**ASSIGNMENT**. Search the data for "labels" and copy every matching line.

Dataset entries
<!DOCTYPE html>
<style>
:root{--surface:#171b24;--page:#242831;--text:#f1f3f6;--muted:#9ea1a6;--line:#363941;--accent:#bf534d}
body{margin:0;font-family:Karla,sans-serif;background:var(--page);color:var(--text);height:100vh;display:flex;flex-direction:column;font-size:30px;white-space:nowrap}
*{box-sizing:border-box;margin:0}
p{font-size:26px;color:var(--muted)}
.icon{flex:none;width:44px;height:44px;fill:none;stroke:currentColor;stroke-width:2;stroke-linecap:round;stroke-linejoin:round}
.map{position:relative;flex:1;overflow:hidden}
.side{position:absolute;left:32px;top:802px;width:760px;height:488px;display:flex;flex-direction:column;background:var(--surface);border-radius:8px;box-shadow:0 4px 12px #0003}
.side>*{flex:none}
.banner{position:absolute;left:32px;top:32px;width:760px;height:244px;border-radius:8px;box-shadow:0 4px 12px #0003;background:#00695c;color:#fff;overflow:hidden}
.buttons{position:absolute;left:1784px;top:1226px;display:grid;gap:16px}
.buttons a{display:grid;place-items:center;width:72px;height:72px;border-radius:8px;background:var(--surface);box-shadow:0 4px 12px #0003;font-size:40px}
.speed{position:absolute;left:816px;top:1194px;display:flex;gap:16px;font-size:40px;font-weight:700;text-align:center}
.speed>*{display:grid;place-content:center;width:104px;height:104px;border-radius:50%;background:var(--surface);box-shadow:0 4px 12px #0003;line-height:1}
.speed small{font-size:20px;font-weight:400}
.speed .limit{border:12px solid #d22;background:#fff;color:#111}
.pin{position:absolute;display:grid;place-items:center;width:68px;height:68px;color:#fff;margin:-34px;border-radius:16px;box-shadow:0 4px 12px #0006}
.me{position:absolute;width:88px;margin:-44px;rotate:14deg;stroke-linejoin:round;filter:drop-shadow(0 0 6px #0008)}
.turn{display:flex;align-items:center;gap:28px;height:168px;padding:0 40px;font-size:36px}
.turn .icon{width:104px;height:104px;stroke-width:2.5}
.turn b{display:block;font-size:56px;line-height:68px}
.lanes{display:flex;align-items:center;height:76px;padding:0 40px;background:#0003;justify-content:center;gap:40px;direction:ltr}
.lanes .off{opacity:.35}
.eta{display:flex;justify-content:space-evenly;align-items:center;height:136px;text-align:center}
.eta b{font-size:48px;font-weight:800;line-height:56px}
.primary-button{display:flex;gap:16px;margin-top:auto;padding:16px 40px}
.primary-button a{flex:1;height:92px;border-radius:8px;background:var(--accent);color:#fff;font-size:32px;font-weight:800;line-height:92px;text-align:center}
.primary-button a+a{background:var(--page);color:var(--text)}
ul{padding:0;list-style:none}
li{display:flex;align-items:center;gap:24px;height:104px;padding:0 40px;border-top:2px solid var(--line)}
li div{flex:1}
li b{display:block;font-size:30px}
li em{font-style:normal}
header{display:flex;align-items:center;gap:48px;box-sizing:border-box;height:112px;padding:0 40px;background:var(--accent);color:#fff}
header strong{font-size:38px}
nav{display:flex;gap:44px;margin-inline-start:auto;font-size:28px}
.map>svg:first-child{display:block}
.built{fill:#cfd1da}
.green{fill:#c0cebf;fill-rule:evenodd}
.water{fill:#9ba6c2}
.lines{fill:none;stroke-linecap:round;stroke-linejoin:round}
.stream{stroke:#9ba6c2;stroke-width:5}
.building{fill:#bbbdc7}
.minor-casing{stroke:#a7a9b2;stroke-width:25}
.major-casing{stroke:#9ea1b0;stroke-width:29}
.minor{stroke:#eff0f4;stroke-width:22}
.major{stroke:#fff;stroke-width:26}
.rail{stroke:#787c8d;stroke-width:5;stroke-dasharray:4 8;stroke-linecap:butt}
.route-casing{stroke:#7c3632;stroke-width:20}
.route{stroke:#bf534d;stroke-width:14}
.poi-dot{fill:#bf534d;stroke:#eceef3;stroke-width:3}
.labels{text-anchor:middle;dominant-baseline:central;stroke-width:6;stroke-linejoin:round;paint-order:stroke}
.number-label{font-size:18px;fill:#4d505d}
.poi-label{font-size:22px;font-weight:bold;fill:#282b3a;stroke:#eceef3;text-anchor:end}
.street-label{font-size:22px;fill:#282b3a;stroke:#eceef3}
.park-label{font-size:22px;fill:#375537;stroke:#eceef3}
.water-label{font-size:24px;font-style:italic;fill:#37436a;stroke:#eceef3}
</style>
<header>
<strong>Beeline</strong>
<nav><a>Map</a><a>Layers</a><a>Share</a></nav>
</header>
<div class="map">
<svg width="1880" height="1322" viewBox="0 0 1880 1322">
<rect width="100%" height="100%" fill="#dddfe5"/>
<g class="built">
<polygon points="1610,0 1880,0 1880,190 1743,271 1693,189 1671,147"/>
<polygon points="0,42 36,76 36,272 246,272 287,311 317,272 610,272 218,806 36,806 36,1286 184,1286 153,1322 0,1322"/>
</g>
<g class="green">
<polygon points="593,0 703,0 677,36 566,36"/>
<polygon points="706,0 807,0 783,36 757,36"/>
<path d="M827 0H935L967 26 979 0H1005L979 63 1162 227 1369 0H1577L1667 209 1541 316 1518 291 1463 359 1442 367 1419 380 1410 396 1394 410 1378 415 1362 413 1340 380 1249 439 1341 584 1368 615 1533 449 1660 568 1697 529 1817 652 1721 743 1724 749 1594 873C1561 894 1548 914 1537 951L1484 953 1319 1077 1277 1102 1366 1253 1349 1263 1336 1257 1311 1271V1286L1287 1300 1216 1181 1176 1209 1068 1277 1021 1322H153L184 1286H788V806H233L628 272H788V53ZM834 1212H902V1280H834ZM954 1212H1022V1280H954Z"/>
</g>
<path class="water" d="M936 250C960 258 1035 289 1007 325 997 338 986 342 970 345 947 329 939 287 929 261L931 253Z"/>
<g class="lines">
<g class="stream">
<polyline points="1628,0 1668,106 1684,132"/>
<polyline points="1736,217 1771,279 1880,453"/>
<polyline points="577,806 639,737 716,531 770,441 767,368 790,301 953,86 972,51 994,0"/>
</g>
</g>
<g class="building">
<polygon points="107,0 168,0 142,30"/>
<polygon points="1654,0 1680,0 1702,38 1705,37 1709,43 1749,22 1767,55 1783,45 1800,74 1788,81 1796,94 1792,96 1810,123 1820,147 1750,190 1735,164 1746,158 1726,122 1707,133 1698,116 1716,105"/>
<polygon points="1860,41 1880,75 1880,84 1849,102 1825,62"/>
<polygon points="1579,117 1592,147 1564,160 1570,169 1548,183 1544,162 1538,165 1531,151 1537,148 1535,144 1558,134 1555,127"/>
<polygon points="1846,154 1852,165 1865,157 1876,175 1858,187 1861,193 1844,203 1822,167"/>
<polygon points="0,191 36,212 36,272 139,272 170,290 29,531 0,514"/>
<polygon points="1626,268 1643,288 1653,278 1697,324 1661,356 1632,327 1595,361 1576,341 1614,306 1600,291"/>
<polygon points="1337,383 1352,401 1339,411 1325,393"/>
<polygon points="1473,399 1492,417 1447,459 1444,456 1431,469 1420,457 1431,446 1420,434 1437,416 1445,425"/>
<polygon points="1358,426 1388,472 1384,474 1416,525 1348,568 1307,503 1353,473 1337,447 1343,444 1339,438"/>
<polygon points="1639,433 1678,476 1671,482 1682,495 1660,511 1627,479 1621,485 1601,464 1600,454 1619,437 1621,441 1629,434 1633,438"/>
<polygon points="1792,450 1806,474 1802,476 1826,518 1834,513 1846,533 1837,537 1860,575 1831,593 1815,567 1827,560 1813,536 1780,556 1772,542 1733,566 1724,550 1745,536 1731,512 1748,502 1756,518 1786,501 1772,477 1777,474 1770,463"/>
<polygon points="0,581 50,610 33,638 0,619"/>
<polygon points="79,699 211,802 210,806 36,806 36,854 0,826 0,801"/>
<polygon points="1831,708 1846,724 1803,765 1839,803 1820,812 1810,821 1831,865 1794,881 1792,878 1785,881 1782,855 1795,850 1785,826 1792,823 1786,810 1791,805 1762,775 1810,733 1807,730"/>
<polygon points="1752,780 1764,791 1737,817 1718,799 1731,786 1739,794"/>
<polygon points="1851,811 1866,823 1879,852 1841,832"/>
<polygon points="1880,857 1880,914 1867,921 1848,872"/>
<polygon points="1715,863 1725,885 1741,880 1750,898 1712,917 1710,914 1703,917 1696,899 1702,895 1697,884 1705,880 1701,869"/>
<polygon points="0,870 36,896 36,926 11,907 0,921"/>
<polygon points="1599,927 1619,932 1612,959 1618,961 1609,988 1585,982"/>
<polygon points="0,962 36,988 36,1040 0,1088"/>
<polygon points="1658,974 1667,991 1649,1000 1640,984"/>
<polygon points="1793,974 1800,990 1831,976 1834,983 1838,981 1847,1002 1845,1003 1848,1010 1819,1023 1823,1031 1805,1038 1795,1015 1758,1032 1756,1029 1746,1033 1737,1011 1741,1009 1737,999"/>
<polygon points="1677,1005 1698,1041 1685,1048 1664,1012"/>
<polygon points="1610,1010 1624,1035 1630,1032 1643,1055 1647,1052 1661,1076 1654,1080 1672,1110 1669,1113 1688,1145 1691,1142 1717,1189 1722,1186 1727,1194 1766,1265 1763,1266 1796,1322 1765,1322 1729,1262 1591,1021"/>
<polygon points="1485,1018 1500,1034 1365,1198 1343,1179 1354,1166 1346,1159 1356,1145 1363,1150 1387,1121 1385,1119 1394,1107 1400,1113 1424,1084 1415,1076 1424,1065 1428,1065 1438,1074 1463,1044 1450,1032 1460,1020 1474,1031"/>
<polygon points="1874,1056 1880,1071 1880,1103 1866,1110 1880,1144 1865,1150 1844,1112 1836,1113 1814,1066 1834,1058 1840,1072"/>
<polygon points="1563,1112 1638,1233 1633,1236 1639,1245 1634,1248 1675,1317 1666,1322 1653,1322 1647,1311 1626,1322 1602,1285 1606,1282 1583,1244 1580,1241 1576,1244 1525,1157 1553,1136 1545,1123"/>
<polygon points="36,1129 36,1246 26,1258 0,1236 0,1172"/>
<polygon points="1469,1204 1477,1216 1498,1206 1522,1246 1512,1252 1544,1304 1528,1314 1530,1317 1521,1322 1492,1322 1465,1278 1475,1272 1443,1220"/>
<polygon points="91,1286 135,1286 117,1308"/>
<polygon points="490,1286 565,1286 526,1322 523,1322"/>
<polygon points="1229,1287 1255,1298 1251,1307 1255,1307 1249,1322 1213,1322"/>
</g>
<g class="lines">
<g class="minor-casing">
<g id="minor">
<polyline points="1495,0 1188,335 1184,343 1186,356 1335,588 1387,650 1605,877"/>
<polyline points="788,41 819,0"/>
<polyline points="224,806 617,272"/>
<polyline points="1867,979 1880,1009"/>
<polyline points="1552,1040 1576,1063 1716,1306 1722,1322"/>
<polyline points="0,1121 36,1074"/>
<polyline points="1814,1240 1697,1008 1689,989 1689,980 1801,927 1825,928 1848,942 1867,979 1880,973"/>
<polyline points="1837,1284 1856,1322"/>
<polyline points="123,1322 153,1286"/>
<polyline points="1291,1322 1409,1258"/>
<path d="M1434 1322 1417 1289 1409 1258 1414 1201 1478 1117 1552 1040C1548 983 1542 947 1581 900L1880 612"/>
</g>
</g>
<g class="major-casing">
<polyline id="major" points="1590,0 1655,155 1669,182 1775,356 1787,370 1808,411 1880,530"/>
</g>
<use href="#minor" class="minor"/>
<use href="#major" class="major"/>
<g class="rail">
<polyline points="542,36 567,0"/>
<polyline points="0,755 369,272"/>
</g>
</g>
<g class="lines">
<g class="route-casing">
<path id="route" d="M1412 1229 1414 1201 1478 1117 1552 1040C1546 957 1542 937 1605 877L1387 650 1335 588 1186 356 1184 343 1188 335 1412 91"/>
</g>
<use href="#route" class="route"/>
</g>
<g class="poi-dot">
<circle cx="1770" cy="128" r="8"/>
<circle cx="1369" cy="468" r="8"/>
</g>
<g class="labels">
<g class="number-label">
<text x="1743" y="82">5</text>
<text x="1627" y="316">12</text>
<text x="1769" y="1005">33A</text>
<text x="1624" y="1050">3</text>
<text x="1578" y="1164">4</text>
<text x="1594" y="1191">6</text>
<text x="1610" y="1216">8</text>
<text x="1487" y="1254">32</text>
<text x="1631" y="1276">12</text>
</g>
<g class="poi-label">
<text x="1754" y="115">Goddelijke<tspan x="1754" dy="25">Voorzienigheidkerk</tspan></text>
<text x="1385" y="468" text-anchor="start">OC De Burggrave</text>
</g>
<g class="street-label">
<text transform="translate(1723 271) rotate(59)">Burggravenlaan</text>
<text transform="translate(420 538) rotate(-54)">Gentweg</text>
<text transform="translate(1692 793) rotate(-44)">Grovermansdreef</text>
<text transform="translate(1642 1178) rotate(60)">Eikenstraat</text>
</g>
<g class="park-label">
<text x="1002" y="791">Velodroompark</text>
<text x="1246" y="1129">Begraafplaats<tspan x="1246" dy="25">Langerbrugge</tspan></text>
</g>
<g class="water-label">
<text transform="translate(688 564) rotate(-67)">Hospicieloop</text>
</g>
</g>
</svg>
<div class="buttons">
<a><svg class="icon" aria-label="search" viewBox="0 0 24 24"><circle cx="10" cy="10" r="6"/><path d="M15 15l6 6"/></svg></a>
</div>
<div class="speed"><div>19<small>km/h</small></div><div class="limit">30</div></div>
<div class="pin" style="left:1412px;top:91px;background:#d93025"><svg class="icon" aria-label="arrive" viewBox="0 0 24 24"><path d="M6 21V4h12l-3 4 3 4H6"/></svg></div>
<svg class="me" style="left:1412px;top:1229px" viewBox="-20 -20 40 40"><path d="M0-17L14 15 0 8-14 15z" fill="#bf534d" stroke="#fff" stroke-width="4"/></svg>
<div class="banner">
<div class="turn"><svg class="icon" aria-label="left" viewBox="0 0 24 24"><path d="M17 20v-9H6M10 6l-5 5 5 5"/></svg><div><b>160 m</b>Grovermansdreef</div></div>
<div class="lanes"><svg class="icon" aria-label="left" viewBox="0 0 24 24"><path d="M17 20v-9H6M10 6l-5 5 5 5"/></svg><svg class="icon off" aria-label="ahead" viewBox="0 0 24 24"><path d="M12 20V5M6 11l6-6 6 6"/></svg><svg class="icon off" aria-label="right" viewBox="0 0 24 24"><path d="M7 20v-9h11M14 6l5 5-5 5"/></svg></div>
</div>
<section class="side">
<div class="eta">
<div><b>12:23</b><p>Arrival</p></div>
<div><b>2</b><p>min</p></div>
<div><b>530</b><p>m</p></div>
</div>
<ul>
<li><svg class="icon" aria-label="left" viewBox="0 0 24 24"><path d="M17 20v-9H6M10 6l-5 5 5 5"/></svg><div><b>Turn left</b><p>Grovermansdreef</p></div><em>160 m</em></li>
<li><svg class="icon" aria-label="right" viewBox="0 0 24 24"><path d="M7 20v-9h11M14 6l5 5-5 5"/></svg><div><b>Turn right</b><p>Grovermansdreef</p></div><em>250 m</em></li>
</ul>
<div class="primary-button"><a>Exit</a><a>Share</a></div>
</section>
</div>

**TASK RESPONSE**.
.labels{text-anchor:middle;dominant-baseline:central;stroke-width:6;stroke-linejoin:round;paint-order:stroke}
<g class="labels">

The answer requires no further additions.